__The problem__
Copy the entries without a single change. Pictures should be dropped.
START The data
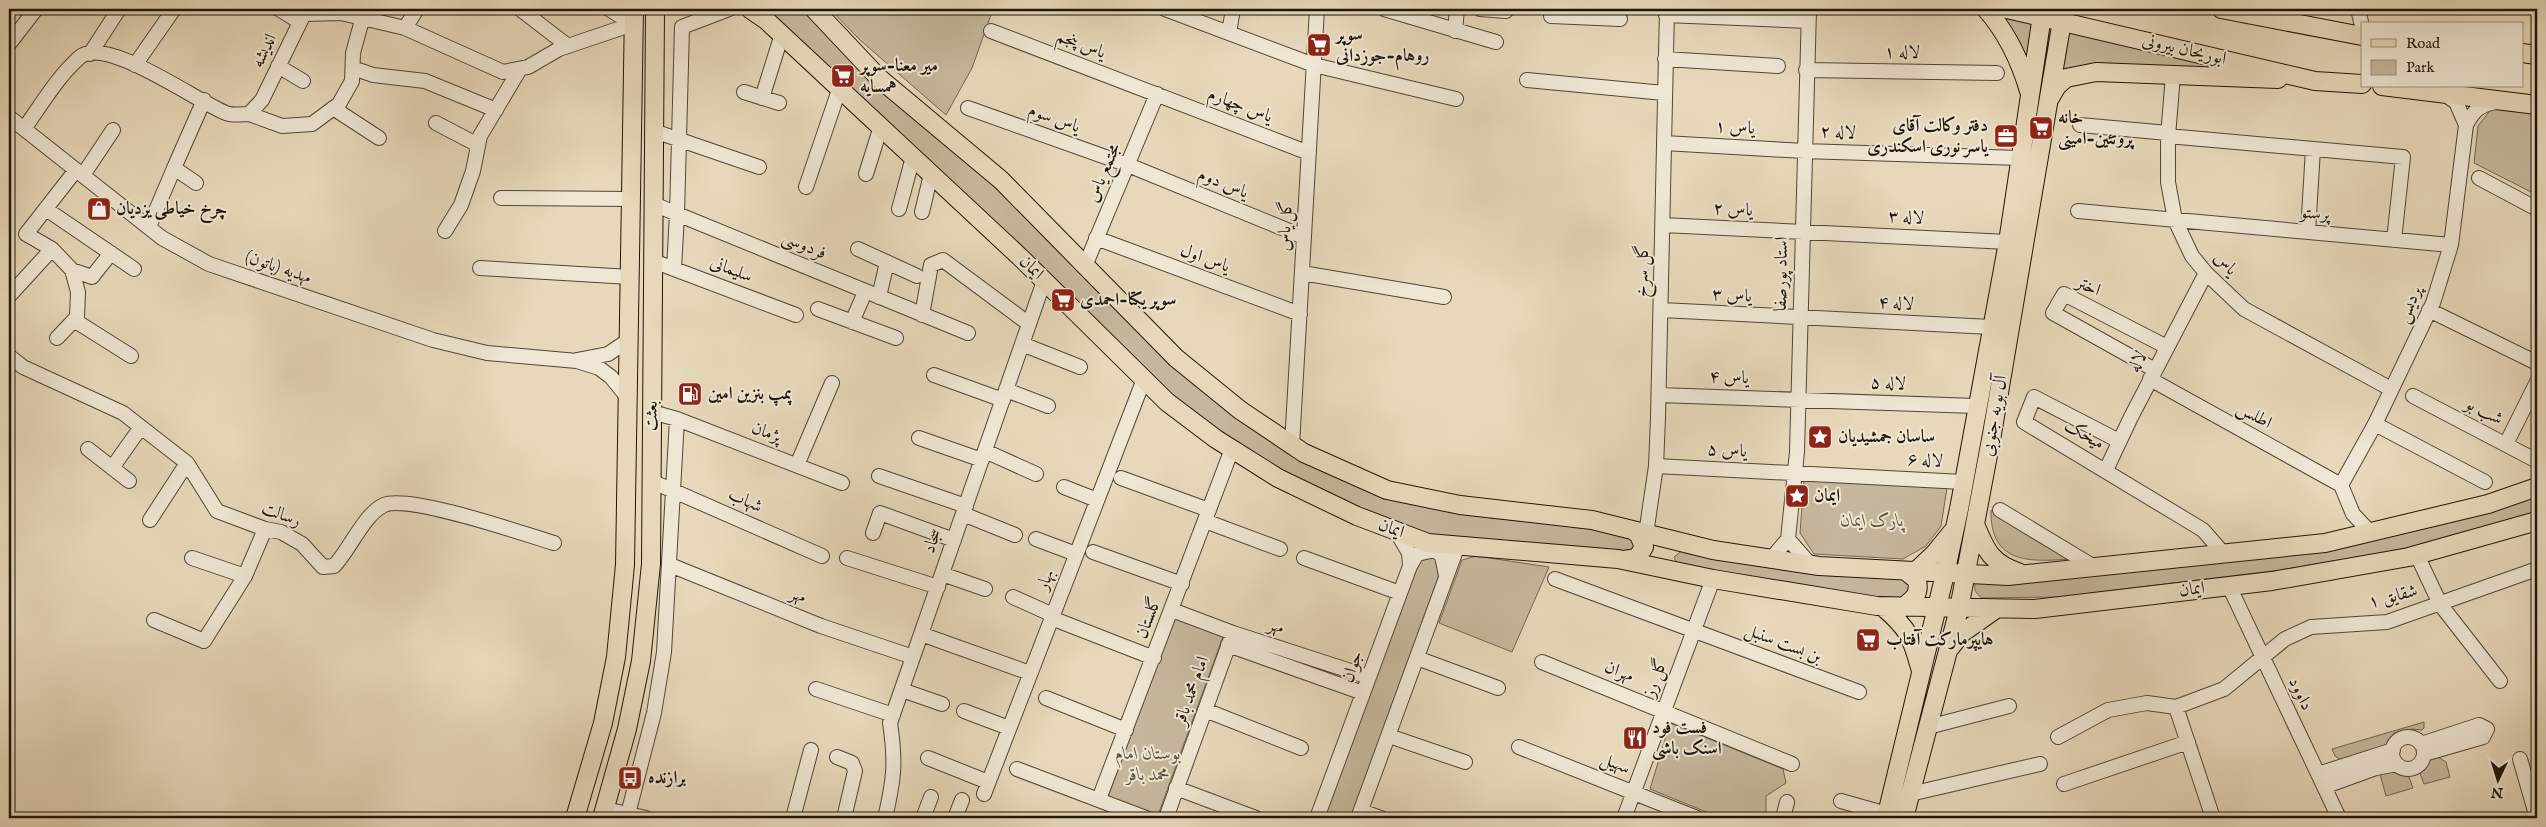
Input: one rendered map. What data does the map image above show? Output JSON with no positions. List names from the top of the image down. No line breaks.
{"streets":{"main road":["ابوریحان بیرونی","ایمان","بعثت","آل بویه جنوبی"],"street":["یاس پنجم","اندیشه","لاله ۱","یاس چهارم","یاس سوم","یاس ۱","لاله ۲","مجتمع یاس","یاس دوم","یاس ۲","پرستو","لاله ۳","گل یاس","فردوسی","یاس اول","یاس","مهدیه (باتون)","سلیمانی","گل سرخ","استاد پورصفا","اختر","یاس ۳","لاله ۴","پردیس","لاله","یاس ۴","لاله ۵","شب بو","اطلس","پژمان","میخک","یاس ۵","لاله ۶","شهاب","رسالت","سجاد","بهار","مهر","شقایق ۱","گلستان","بن بست سنبل","جوان","مهران","گل رز","امام محمد باقر","داوود","سهیل"]},"crossings":[["یاس پنجم","یاس چهارم"],["یاس پنجم","مجتمع یاس"],["ابوریحان بیرونی","آل بویه جنوبی"],["لاله ۱","استاد پورصفا"],["یاس چهارم","مجتمع یاس"],["یاس چهارم","گل یاس"],["یاس سوم","مجتمع یاس"],["یاس سوم","یاس دوم"],["یاس ۱","لاله ۲"],["یاس ۱","گل سرخ"],["یاس ۱","استاد پورصفا"],["لاله ۲","استاد پورصفا"],["لاله ۲","آل بویه جنوبی"],["مجتمع یاس","یاس دوم"],["مجتمع یاس","یاس اول"],["مجتمع یاس","ایمان"],["یاس دوم","گل یاس"],["یاس ۲","لاله ۳"],["یاس ۲","گل سرخ"],["یاس ۲","استاد پورصفا"],["پرستو","یاس"],["پرستو","پردیس"],["لاله ۳","استاد پورصفا"],["لاله ۳","آل بویه جنوبی"],["گل یاس","یاس اول"],["گل یاس","ایمان"],["فردوسی","بعثت"],["یاس","پردیس"],["یاس","لاله"],["مهدیه (باتون)","بعثت"],["ایمان","گل سرخ"],["ایمان","آل بویه جنوبی"],["ایمان","میخک"],["ایمان","سجاد"],["ایمان","بهار"],["ایمان","گلستان"],["ایمان","گل رز"],["ایمان","داوود"],["سلیمانی","بعثت"],["گل سرخ","یاس ۳"],["گل سرخ","یاس ۴"],["گل سرخ","یاس ۵"],["استاد پورصفا","یاس ۳"],["استاد پورصفا","لاله ۴"],["استاد پورصفا","یاس ۴"],["استاد پورصفا","لاله ۵"],["استاد پورصفا","یاس ۵"],["استاد پورصفا","لاله ۶"],["اختر","لاله"],["اختر","اطلس"],["یاس ۳","لاله ۴"],["لاله ۴","آل بویه جنوبی"],["پردیس","اطلس"],["لاله","اطلس"],["لاله","میخک"],["یاس ۴","لاله ۵"],["لاله ۵","آل بویه جنوبی"],["بعثت","پژمان"],["بعثت","شهاب"],["آل بویه جنوبی","لاله ۶"],["یاس ۵","لاله ۶"],["سجاد","مهر"],["مهر","گلستان"],["مهر","جوان"],["مهر","امام محمد باقر"],["شقایق ۱","داوود"],["بن بست سنبل","گل رز"],["مهران","گل رز"],["گل رز","سهیل"]],"parks":["پارک ایمان","بوستان امام محمد باقر"],"places":{"supermarket":["سوپر روهام-جوزدانی","میر معنا-سوپر همسایه","خانه پروتئین-امینی","سوپر یکتا-احمدی","هایپرمارکت آفتاب"],"office":["دفتر وکالت آقای یاسر نوری اسکندری"],"shop":["چرخ خیاطی یزدیان"],"fuel station":["پمپ بنزین امین"],"place":["ساسان جمشیدیان","ایمان"],"restaurant":["فست فود اسنک باشی"],"bus stop":["برازنده"]},"legend":["Road","Park"],"north":"bottom"}
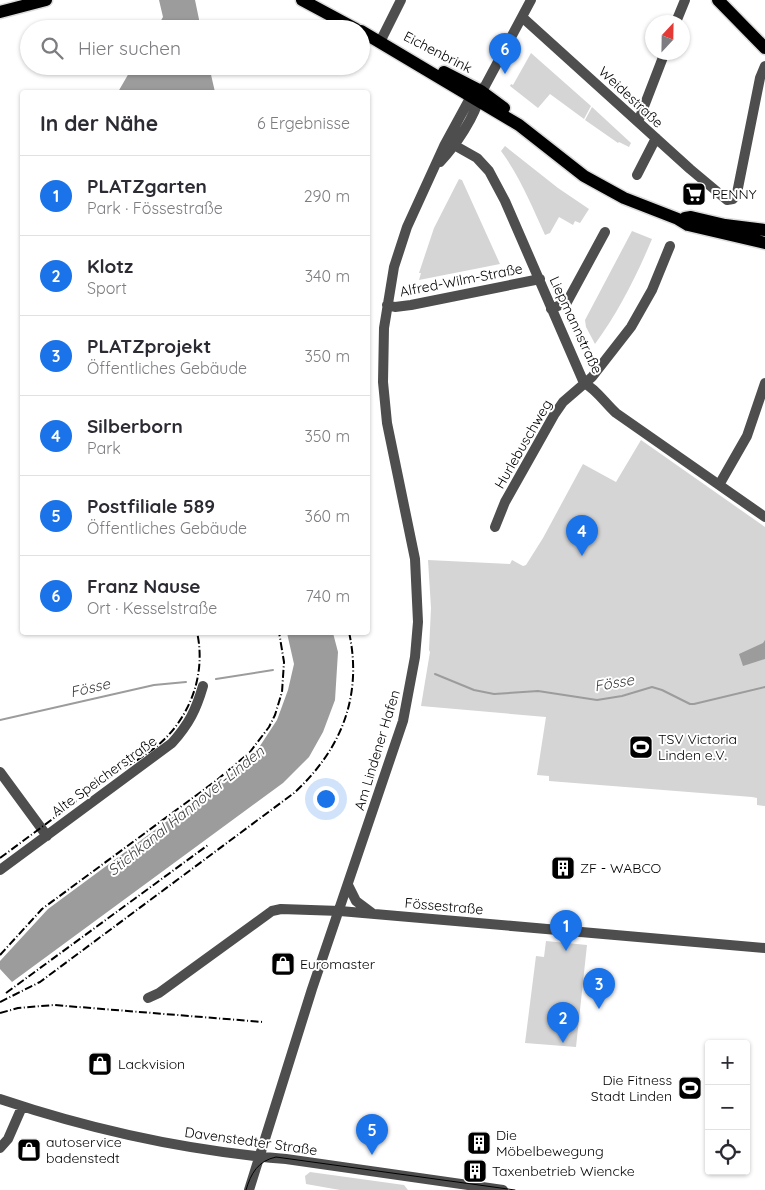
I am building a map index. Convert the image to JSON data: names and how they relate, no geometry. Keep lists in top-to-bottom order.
{
  "streets": {
    "main road": ["Eichenbrink"],
    "street": [
      "Weidestraße",
      "Alfred-Wilm-Straße",
      "Liepmannstraße",
      "Hurlebuschweg",
      "Am Lindener Hafen",
      "Alte Speicherstraße",
      "Fössestraße",
      "Davenstedter Straße"
    ]
  },
  "crossings": [
    ["Eichenbrink", "Am Lindener Hafen"],
    ["Alfred-Wilm-Straße", "Liepmannstraße"],
    ["Alfred-Wilm-Straße", "Am Lindener Hafen"],
    ["Liepmannstraße", "Hurlebuschweg"],
    ["Liepmannstraße", "Am Lindener Hafen"],
    ["Am Lindener Hafen", "Fössestraße"],
    ["Am Lindener Hafen", "Davenstedter Straße"]
  ],
  "water": ["Fösse", "Stichkanal Hannover-Linden"],
  "places": {
    "supermarket": ["PENNY"],
    "sports": ["TSV Victoria Linden e.V.", "Die Fitness Stadt Linden"],
    "building": ["ZF - WABCO", "Die Möbelbewegung", "Taxenbetrieb Wiencke"],
    "shop": ["Euromaster", "Lackvision", "autoservice badenstedt"]
  },
  "north": "top",
  "page": {
    "search": "Hier suchen",
    "pins": [
      "6",
      "4",
      "1",
      "3",
      "2",
      "5"
    ],
    "heading": ["In der Nähe", "6 Ergebnisse"],
    "list": [
      {
        "mark": "1",
        "name": "PLATZgarten",
        "note": "Park · Fössestraße",
        "value": "290 m"
      },
      {
        "mark": "2",
        "name": "Klotz",
        "note": "Sport",
        "value": "340 m"
      },
      {
        "mark": "3",
        "name": "PLATZprojekt",
        "note": "Öffentliches Gebäude",
        "value": "350 m"
      },
      {
        "mark": "4",
        "name": "Silberborn",
        "note": "Park",
        "value": "350 m"
      },
      {
        "mark": "5",
        "name": "Postfiliale 589",
        "note": "Öffentliches Gebäude",
        "value": "360 m"
      },
      {
        "mark": "6",
        "name": "Franz Nause",
        "note": "Ort · Kesselstraße",
        "value": "740 m"
      }
    ],
    "map_buttons": ["+", "−"]
  }
}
END The data
__Result of this task__
Input: one rendered map. What data does the map image above show? Output JSON with no positions. List names from the top of the image down. No line breaks.
{"streets":{"main road":["ابوریحان بیرونی","ایمان","بعثت","آل بویه جنوبی"],"street":["یاس پنجم","اندیشه","لاله ۱","یاس چهارم","یاس سوم","یاس ۱","لاله ۲","مجتمع یاس","یاس دوم","یاس ۲","پرستو","لاله ۳","گل یاس","فردوسی","یاس اول","یاس","مهدیه (باتون)","سلیمانی","گل سرخ","استاد پورصفا","اختر","یاس ۳","لاله ۴","پردیس","لاله","یاس ۴","لاله ۵","شب بو","اطلس","پژمان","میخک","یاس ۵","لاله ۶","شهاب","رسالت","سجاد","بهار","مهر","شقایق ۱","گلستان","بن بست سنبل","جوان","مهران","گل رز","امام محمد باقر","داوود","سهیل"]},"crossings":[["یاس پنجم","یاس چهارم"],["یاس پنجم","مجتمع یاس"],["ابوریحان بیرونی","آل بویه جنوبی"],["لاله ۱","استاد پورصفا"],["یاس چهارم","مجتمع یاس"],["یاس چهارم","گل یاس"],["یاس سوم","مجتمع یاس"],["یاس سوم","یاس دوم"],["یاس ۱","لاله ۲"],["یاس ۱","گل سرخ"],["یاس ۱","استاد پورصفا"],["لاله ۲","استاد پورصفا"],["لاله ۲","آل بویه جنوبی"],["مجتمع یاس","یاس دوم"],["مجتمع یاس","یاس اول"],["مجتمع یاس","ایمان"],["یاس دوم","گل یاس"],["یاس ۲","لاله ۳"],["یاس ۲","گل سرخ"],["یاس ۲","استاد پورصفا"],["پرستو","یاس"],["پرستو","پردیس"],["لاله ۳","استاد پورصفا"],["لاله ۳","آل بویه جنوبی"],["گل یاس","یاس اول"],["گل یاس","ایمان"],["فردوسی","بعثت"],["یاس","پردیس"],["یاس","لاله"],["مهدیه (باتون)","بعثت"],["ایمان","گل سرخ"],["ایمان","آل بویه جنوبی"],["ایمان","میخک"],["ایمان","سجاد"],["ایمان","بهار"],["ایمان","گلستان"],["ایمان","گل رز"],["ایمان","داوود"],["سلیمانی","بعثت"],["گل سرخ","یاس ۳"],["گل سرخ","یاس ۴"],["گل سرخ","یاس ۵"],["استاد پورصفا","یاس ۳"],["استاد پورصفا","لاله ۴"],["استاد پورصفا","یاس ۴"],["استاد پورصفا","لاله ۵"],["استاد پورصفا","یاس ۵"],["استاد پورصفا","لاله ۶"],["اختر","لاله"],["اختر","اطلس"],["یاس ۳","لاله ۴"],["لاله ۴","آل بویه جنوبی"],["پردیس","اطلس"],["لاله","اطلس"],["لاله","میخک"],["یاس ۴","لاله ۵"],["لاله ۵","آل بویه جنوبی"],["بعثت","پژمان"],["بعثت","شهاب"],["آل بویه جنوبی","لاله ۶"],["یاس ۵","لاله ۶"],["سجاد","مهر"],["مهر","گلستان"],["مهر","جوان"],["مهر","امام محمد باقر"],["شقایق ۱","داوود"],["بن بست سنبل","گل رز"],["مهران","گل رز"],["گل رز","سهیل"]],"parks":["پارک ایمان","بوستان امام محمد باقر"],"places":{"supermarket":["سوپر روهام-جوزدانی","میر معنا-سوپر همسایه","خانه پروتئین-امینی","سوپر یکتا-احمدی","هایپرمارکت آفتاب"],"office":["دفتر وکالت آقای یاسر نوری اسکندری"],"shop":["چرخ خیاطی یزدیان"],"fuel station":["پمپ بنزین امین"],"place":["ساسان جمشیدیان","ایمان"],"restaurant":["فست فود اسنک باشی"],"bus stop":["برازنده"]},"legend":["Road","Park"],"north":"bottom"}
I am building a map index. Convert the image to JSON data: names and how they relate, no geometry. Keep lists in top-to-bottom order.
{
  "streets": {
    "main road": ["Eichenbrink"],
    "street": [
      "Weidestraße",
      "Alfred-Wilm-Straße",
      "Liepmannstraße",
      "Hurlebuschweg",
      "Am Lindener Hafen",
      "Alte Speicherstraße",
      "Fössestraße",
      "Davenstedter Straße"
    ]
  },
  "crossings": [
    ["Eichenbrink", "Am Lindener Hafen"],
    ["Alfred-Wilm-Straße", "Liepmannstraße"],
    ["Alfred-Wilm-Straße", "Am Lindener Hafen"],
    ["Liepmannstraße", "Hurlebuschweg"],
    ["Liepmannstraße", "Am Lindener Hafen"],
    ["Am Lindener Hafen", "Fössestraße"],
    ["Am Lindener Hafen", "Davenstedter Straße"]
  ],
  "water": ["Fösse", "Stichkanal Hannover-Linden"],
  "places": {
    "supermarket": ["PENNY"],
    "sports": ["TSV Victoria Linden e.V.", "Die Fitness Stadt Linden"],
    "building": ["ZF - WABCO", "Die Möbelbewegung", "Taxenbetrieb Wiencke"],
    "shop": ["Euromaster", "Lackvision", "autoservice badenstedt"]
  },
  "north": "top",
  "page": {
    "search": "Hier suchen",
    "pins": [
      "6",
      "4",
      "1",
      "3",
      "2",
      "5"
    ],
    "heading": ["In der Nähe", "6 Ergebnisse"],
    "list": [
      {
        "mark": "1",
        "name": "PLATZgarten",
        "note": "Park · Fössestraße",
        "value": "290 m"
      },
      {
        "mark": "2",
        "name": "Klotz",
        "note": "Sport",
        "value": "340 m"
      },
      {
        "mark": "3",
        "name": "PLATZprojekt",
        "note": "Öffentliches Gebäude",
        "value": "350 m"
      },
      {
        "mark": "4",
        "name": "Silberborn",
        "note": "Park",
        "value": "350 m"
      },
      {
        "mark": "5",
        "name": "Postfiliale 589",
        "note": "Öffentliches Gebäude",
        "value": "360 m"
      },
      {
        "mark": "6",
        "name": "Franz Nause",
        "note": "Ort · Kesselstraße",
        "value": "740 m"
      }
    ],
    "map_buttons": ["+", "−"]
  }
}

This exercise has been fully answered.